Discussion and conclusions

In this case, we report long lasting response to bevacizumab plus erlotinib after temsirolimus and axitinib had both failed. Currently, temsirolimus is the only treatment option in non-clear cell RCC (nccRCC) that prolonged overall survival (OS) in a randomized controlled phase 3 trial [5]. However, this trial was not specifically designed for nccRCC, and included mostly clear cell RCC patients with poor prognostic risk group (n = 502, 80%), while the remaining 20% was composed of non-clear cell or indeterminated histology RCC (n = 124, 20%). Although statistically significant, the efficacy of temsirolimus was not impressive in this trial, as median OS was 10.9 months in the temsirolimus group compared to 7.3 months in the interferon group. Other than temsirolimus, VEGFR TKI can be an option. The randomized phase 2 trials, A Randomized Phase II study of Afinitor vs. Sutent in Patients With Metastatic Non-Clear Cell Renal Cell Carcinoma (ASPEN) and Everolimus Versus Sunitinib Prospective Evaluation in Metastatic Non-Clear Cell Renal Cell Carcinoma (ESPN), showed sunitinib appears to be more effective and numerically better than everolimus in nccRCC [6, 7]. Although sunitinib is the most widely studied VEGFR TKI in patient with nccRCC, the best VEGFR TKI for nccRCC have not been determined, as phase II trials on pazopanib and axitinib for nccRCC showed similar or better outcome compared to sunitinib [8, 9].

Trials on temsirolimus and VEGFR TKIs were conducted on a mixture of nccRCC variants, which included sarcomatoid, papillary type 1, papillary type 2, chromophobe, unclassified, and MiT family translocation RCC. Furthermore, multi-omics has recently revealed these variants are completely different disease entities with unique molecular pathobiologies [10, 11]. Therefore, ideally, a genomics-based clinical trial is required to determine the best treatment option for each of nccRCC variants. As HLRCC-associated RCC is a very rare, it is unlikely that any large-scale clinical trial dedicated to this cancer will ever be performed.
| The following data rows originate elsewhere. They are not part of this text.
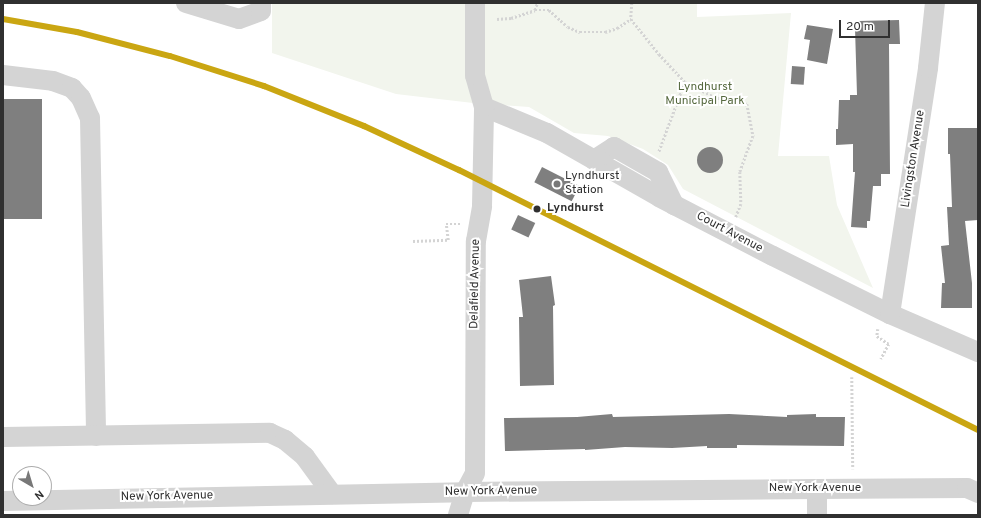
<!DOCTYPE html>
<style>
body{margin:0}
#map{position:relative;width:981px;height:518px;overflow:hidden;background:#fff;font-family:Overpass,sans-serif}
div>[style]{position:absolute}
[style*='--x']{left:calc(var(--x)*1px);top:calc(var(--y)*1px);width:calc(var(--w)*1px);rotate:calc(var(--a)*1deg)}
.green>*{inset:0;background:#f2f5ed}
.building>*{inset:0;background:#7f7f7f;transform-origin:0 0}
.round{border-radius:50%}
.path>*{height:2.5px;margin-top:-1.25px;transform-origin:0;background:repeating-linear-gradient(90deg,#d4d4d4 0 2px,transparent 0 4px)}
.minor>*{height:20px;margin:-10px;padding:0 10px;transform-origin:10px;border-radius:10px;background:#d4d4d4}
.rail-1>*{height:6px;margin:-3px;padding:0 3px;transform-origin:3px;border-radius:3px;background:#caa612}
.dots>*{width:11px;height:11px;translate:-50% -50%;box-sizing:border-box;border:2px solid #fff;border-radius:50%}
span{translate:-50% -50%;white-space:nowrap;text-align:center;line-height:1.15;-webkit-text-stroke:4px #fff;paint-order:stroke}
.park-label{font-size:12px;color:#56693f}
.street-label{font-size:12px;color:#303030}
.poi-label{font-size:12px;color:#303030}
.left{translate:0 -50%;text-align:left}
.stop-label{font-size:12px;color:#303030;font-weight:700}
.frame{position:absolute;inset:0;border:4px solid #303030;pointer-events:none}
.north{position:absolute;left:12px;top:466px;width:40px;height:40px;box-sizing:border-box;background:#fff;border:1px solid #acacac;border-radius:50%;rotate:142deg;font-size:11px;font-weight:700;line-height:16px;text-align:center;color:#303030}
.north::after{content:'';display:block;margin:auto;width:14px;height:18px;background:#787878;clip-path:polygon(50% 0,100% 100%,50% 72%,0 100%)}
.scale{position:absolute;left:839px;top:20px;width:51px;height:18px;box-sizing:border-box;border:2px solid #303030;border-top:0;padding-left:5px;font-size:12px;line-height:14px;white-space:nowrap;color:#303030;-webkit-text-stroke:3px #fff;paint-order:stroke}
</style>
<div id="map">
<div class="green">
<div style="clip-path:polygon(272px 3px,697px 3px,697px 17px,791px 13px,778px 156px,829px 156px,837px 205px,873px 288px,683px 189px,668px 165px,643px 149px,608px 136px,574px 133px,529px 107px,473px 103px,396px 94px,272px 53px)"></div>
</div>
<div class="building">
<div style="clip-path:polygon(899px 20px,900px 44px,889px 44px,890px 174px,881px 174px,881px 186px,873px 186px,870px 221px,867px 221px,867px 228px,851px 227px,855px 172px,853px 172px,853px 144px,836px 145px,836px 129px,838px 129px,839px 100px,850px 100px,850px 95px,857px 95px,855px 28px,858px 28px,858px 21px)"></div>
<div style="clip-path:polygon(807px 25px,833px 29px,827px 64px,807px 60px,810px 40px,804px 39px)"></div>
<div style="left:792px;top:66px;width:13px;height:18px;rotate:4deg"></div>
<div style="left:42px;top:99px;width:120px;height:39px;rotate:90deg"></div>
<div style="clip-path:polygon(948px 128px,978px 128px,978px 220px,965px 221px,972px 283px,972px 308px,941px 308px,942px 283px,945px 283px,941px 246px,949px 245px,947px 207px,952px 207px,950px 154px,948px 154px)"></div>
<div class="round" style="left:697px;top:147px;width:26px;height:26px"></div>
<div style="left:542px;top:167px;width:42px;height:17px;rotate:27deg"></div>
<div style="left:518px;top:215px;width:19px;height:16px;rotate:25deg"></div>
<div style="clip-path:polygon(551px 276px,555px 305px,553px 306px,554px 385px,520px 386px,519px 317px,523px 317px,519px 280px)"></div>
<div style="clip-path:polygon(612px 414px,613px 417px,729px 414px,787px 417px,787px 415px,816px 414px,816px 417px,845px 417px,844px 446px,737px 445px,737px 448px,707px 448px,707px 446px,672px 448px,625px 447px,585px 450px,585px 449px,505px 451px,504px 418px,577px 417px)"></div>
</div>
<div class="path">
<div style="--x:632;--y:3;--w:16;--a:94"></div>
<div style="--x:631;--y:19;--w:45;--a:51.3"></div>
<div style="--x:659;--y:54;--w:38;--a:47"></div>
<div style="--x:685;--y:82;--w:75;--a:110.4"></div>
<div style="--x:535;--y:10;--w:14;--a:0"></div>
<div style="--x:549;--y:10;--w:25;--a:42"></div>
<div style="--x:568;--y:27;--w:13;--a:23"></div>
<div style="--x:580;--y:32;--w:25;--a:0"></div>
<div style="--x:605;--y:32;--w:13;--a:-18"></div>
<div style="--x:617;--y:28;--w:17;--a:-33"></div>
<div style="--x:497;--y:19;--w:14;--a:-4"></div>
<div style="--x:511;--y:18;--w:25;--a:-18"></div>
<div style="--x:535;--y:10;--w:7;--a:-74"></div>
<div style="--x:685;--y:82;--w:33;--a:27"></div>
<div style="--x:714;--y:97;--w:34;--a:12"></div>
<div style="--x:747;--y:104;--w:33;--a:79"></div>
<div style="--x:753;--y:136;--w:38;--a:110"></div>
<div style="--x:740;--y:172;--w:32;--a:88"></div>
<div style="--x:741;--y:204;--w:14;--a:111"></div>
<div style="--x:413;--y:241;--w:35;--a:-2"></div>
<div style="--x:448;--y:240;--w:16;--a:-97"></div>
<div style="--x:446;--y:224;--w:14;--a:0"></div>
<div style="--x:878;--y:329;--w:7;--a:98"></div>
<div style="--x:877;--y:336;--w:14;--a:34"></div>
<div style="--x:889;--y:344;--w:17;--a:118"></div>
<div style="--x:852;--y:377;--w:92;--a:89.4"></div>
</div>
<div class="minor">
<div style="--x:186;--y:3;--w:55;--a:16.8"></div>
<div style="--x:239;--y:19;--w:23;--a:-20"></div>
<div style="--x:261;--y:11;--w:8;--a:-90"></div>
<div style="--x:3;--y:75;--w:50;--a:6.8"></div>
<div style="--x:53;--y:81;--w:20;--a:20"></div>
<div style="--x:72;--y:88;--w:13;--a:48"></div>
<div style="--x:81;--y:98;--w:22;--a:66"></div>
<div style="--x:90;--y:118;--w:318;--a:88.9"></div>
<div style="--x:484;--y:107;--w:68;--a:22.4"></div>
<div style="--x:547;--y:133;--w:129;--a:29.7"></div>
<div style="--x:659;--y:197;--w:128;--a:27.4"></div>
<div style="--x:773;--y:256;--w:131;--a:26.4"></div>
<div style="--x:890;--y:314;--w:96;--a:23.4"></div>
<div style="--x:594;--y:160;--w:24;--a:-33"></div>
<div style="--x:614;--y:147;--w:51;--a:29.6"></div>
<div style="--x:658;--y:172;--w:37;--a:64"></div>
<div style="--x:890;--y:314;--w:249;--a:-81.2"></div>
<div style="--x:928;--y:68;--w:65;--a:-83.9"></div>
<div style="--x:3;--y:437;--w:267;--a:-0.9"></div>
<div style="--x:270;--y:433;--w:17;--a:25"></div>
<div style="--x:285;--y:440;--w:26;--a:40"></div>
<div style="--x:305;--y:457;--w:46;--a:53.9"></div>
<div style="--x:817;--y:489;--w:26;--a:90"></div>
<div style="--x:3;--y:501;--w:462;--a:-1.1"></div>
<div style="--x:465;--y:492;--w:352;--a:-0.5"></div>
<div style="--x:817;--y:489;--w:150;--a:-0.4"></div>
<div style="--x:967;--y:488;--w:12;--a:24"></div>
<div style="--x:458;--y:515;--w:24;--a:-73"></div>
<div style="--x:465;--y:492;--w:21;--a:-62"></div>
<div style="--x:475;--y:473;--w:232;--a:-89.8"></div>
<div style="--x:476;--y:241;--w:36;--a:-80"></div>
<div style="--x:482;--y:206;--w:99;--a:-88.8"></div>
<div style="--x:484;--y:107;--w:33;--a:-106"></div>
<div style="--x:475;--y:75;--w:72;--a:-90"></div>
</div>
<div class="rail-1">
<div style="--x:3;--y:19;--w:75;--a:10"></div>
<div style="--x:77;--y:32;--w:96;--a:14.5"></div>
<div style="--x:170;--y:56;--w:99;--a:17.7"></div>
<div style="--x:264;--y:86;--w:108;--a:21.8"></div>
<div style="--x:364;--y:126;--w:105;--a:24.9"></div>
<div style="--x:459;--y:170;--w:580;--a:26.61"></div>
</div>
<div class="dots">
<div style="left:557px;top:184px;background:#787878"></div>
<div style="left:537px;top:209px;background:#303030"></div>
</div>
<div class="park-label">
<span style="left:705px;top:95px">Lyndhurst<br>Municipal Park</span>
</div>
<div class="street-label">
<span style="left:914px;top:159px;rotate:-81deg">Livingston Avenue</span>
<span style="left:729px;top:233px;rotate:28deg">Court Avenue</span>
<span style="left:476px;top:284px;rotate:-89deg">Delafield Avenue</span>
<span style="left:815px;top:489px">New York Avenue</span>
<span style="left:491px;top:492px;rotate:-1deg">New York Avenue</span>
<span style="left:167px;top:497px;rotate:-1deg">New York Avenue</span>
</div>
<div class="poi-label">
<span class="left" style="left:565px;top:184px">Lyndhurst<br>Station</span>
</div>
<div class="stop-label">
<span class="left" style="left:547px;top:209px">Lyndhurst</span>
</div>
<div class="frame"></div>
<div class="north">N</div>
<div class="scale">20 m</div>
</div>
HLRCC is caused by a germline mutation in FH which encodes fumarate hydratase that converts fumarate into malate in the Krebs cycle. Consequently, HLRCC-associated RCC exhibits an impaired Krebs cycle and characteristic dependency on aerobic glycolysis. As fumarate accumulates, increased levels of fumarate inhibit hypoxia-inducible factor (HIF) prolyl hydroxylase which facilitates degradation of HIF-1α and HIF-2α. As a result, stabilization of HIF-1α leads to increased level of VEGF and GLUT1, which are necessary for aerobic glycolysis [12]. A mechanism-based clinical trial of bevacizumab plus erlotinib in papillary renal cell carcinoma is currently underway (NCT01130519). Interim results are promising, especially in patients with HLRCC-associated RCC [4]; response rate and median progression-free survival were 29% and 7.4 months, respectively, in non-hereditary papillary RCC, whereas 60% and 24.2 months, respectively, in HLRCC-associated RCC.

In conclusion, we suggest bevacizumab plus erlotinib be considered a treatment option in patients with metastatic HLRCC-associated RCC, even after failures of mTOR inhibitor and/or VEGFR TKI based therapies.